Would anybody please help me in understanding this point.

#include <stdio.h> 

#include <assert.h>

void checkCUDAError(const char *msg)

 { cudaError_t err = cudaGetLastError(); 

if( cudaSuccess != err)


fprintf(stderr, "Cuda error: %s: %s.\n", msg, cudaGetErrorString( err) ); 




texture<float, 1, cudaReadModeElementType> texRef;

__global__ void kernel(int n, float *d_out) { int idx = blockIdx.x*blockDim.x + threadIdx.x;

if(idx < n)


 d_out[idx] = -tex1Dfetch(texRef, idx); 



#define NUM_THREADS 256

int main()


int N = 2560;

int nBlocks = N/NUM_THREADS + ((N % NUM_THREADS)?1:0); 

int memSize = N*sizeof(float); 

// data fill array with increasing values 

float *data; data = (float*) malloc(memSize); 

for (int i = 0; i < N; i++) data[i] = float(i); 

float *d_a; cudaMalloc( (void **) &d_a, memSize ); 

cudaMemcpy( d_a, data, memSize, cudaMemcpyHostToDevice ); 



kernel<<<nBlocks, NUM_THREADS>>>(N, d_a);

float *h_out = (float*)malloc(memSize); 

cudaMemcpy(h_out, d_a, memSize, cudaMemcpyDeviceToHost); 


for (int i = 0; i <<N; i++)


assert(data[i] == -h_out[i]); 





free(h_out); free(data);


Textures are read only within the scope of a single kernel lanuch, but d_out is the source data bound to the texture, so it is updating the texture (if another kernel subsequently reads from the same texture).

Now this makes sense to me… :-).

Thanks !

But I am still not able to understand why that temp variable x is used (my first question)…

In such a simple example, the use or non-use of x makes no difference. The compiler will generate an unnamed temporary taking the role of x if you only write d_out[idx] = tex1Dfetch(…).

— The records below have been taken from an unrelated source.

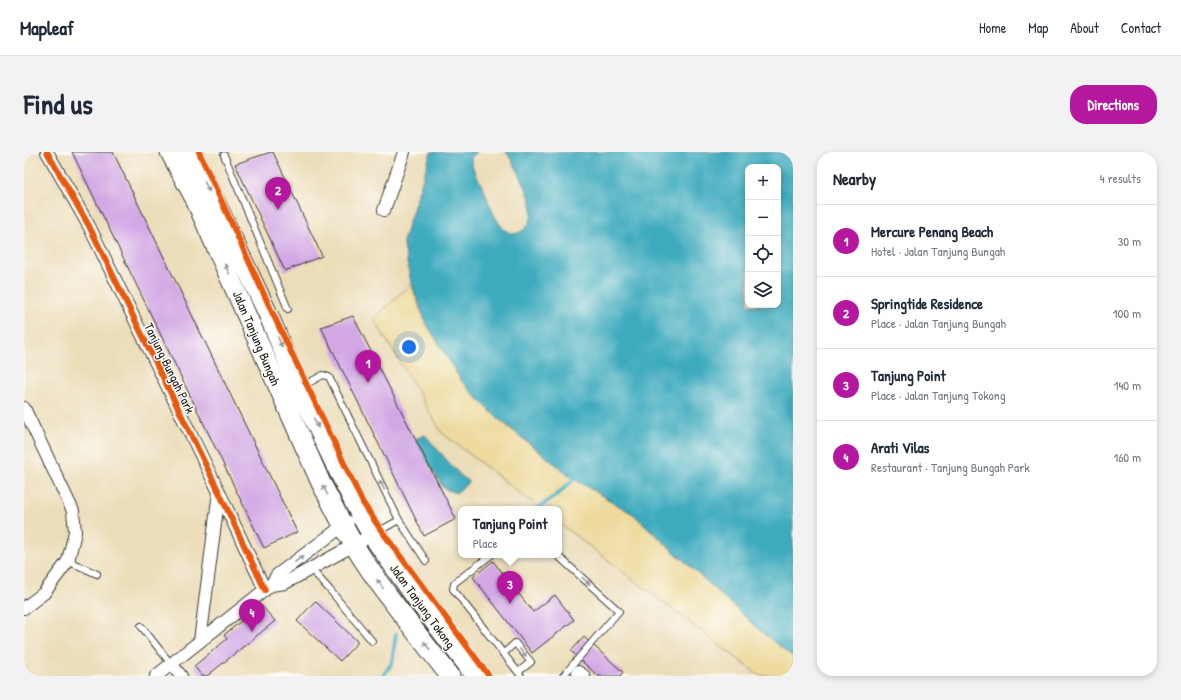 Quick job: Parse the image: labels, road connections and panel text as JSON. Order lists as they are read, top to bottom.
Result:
{
  "streets": {
    "main road": ["Jalan Tanjung Bungah", "Jalan Tanjung Tokong"],
    "street": ["Tanjung Bungah Park"]
  },
  "crossings": [
    ["Jalan Tanjung Bungah", "Jalan Tanjung Tokong"]
  ],
  "page": {
    "header": "Mapleaf",
    "nav": [
      "Home",
      "Map",
      "About",
      "Contact"
    ],
    "title": "Find us",
    "buttons": "Directions",
    "heading": ["Nearby", "4 results"],
    "map_buttons": ["+", "−"],
    "pins": [
      "2",
      "1",
      "3",
      "4"
    ],
    "list": [
      {
        "mark": "1",
        "name": "Mercure Penang Beach",
        "note": "Hotel · Jalan Tanjung Bungah",
        "value": "30 m"
      },
      {
        "mark": "2",
        "name": "Springtide Residence",
        "note": "Place · Jalan Tanjung Bungah",
        "value": "100 m"
      },
      {
        "mark": "3",
        "name": "Tanjung Point",
        "note": "Place · Jalan Tanjung Tokong",
        "value": "140 m"
      },
      {
        "mark": "4",
        "name": "Arati Vilas",
        "note": "Restaurant · Tanjung Bungah Park",
        "value": "160 m"
      }
    ],
    "popup": ["Tanjung Point", "Place"]
  }
}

I myself generally always write thins like “float x = tex1Dfetch(…)”, then work on x and write the result out. I like how it explicitly makes clear what lines of code result in global memory accesses. In more complicated code, x may be used more than once and you definitely want to do that by just reusing x and not placing tex1Dfetch in each location.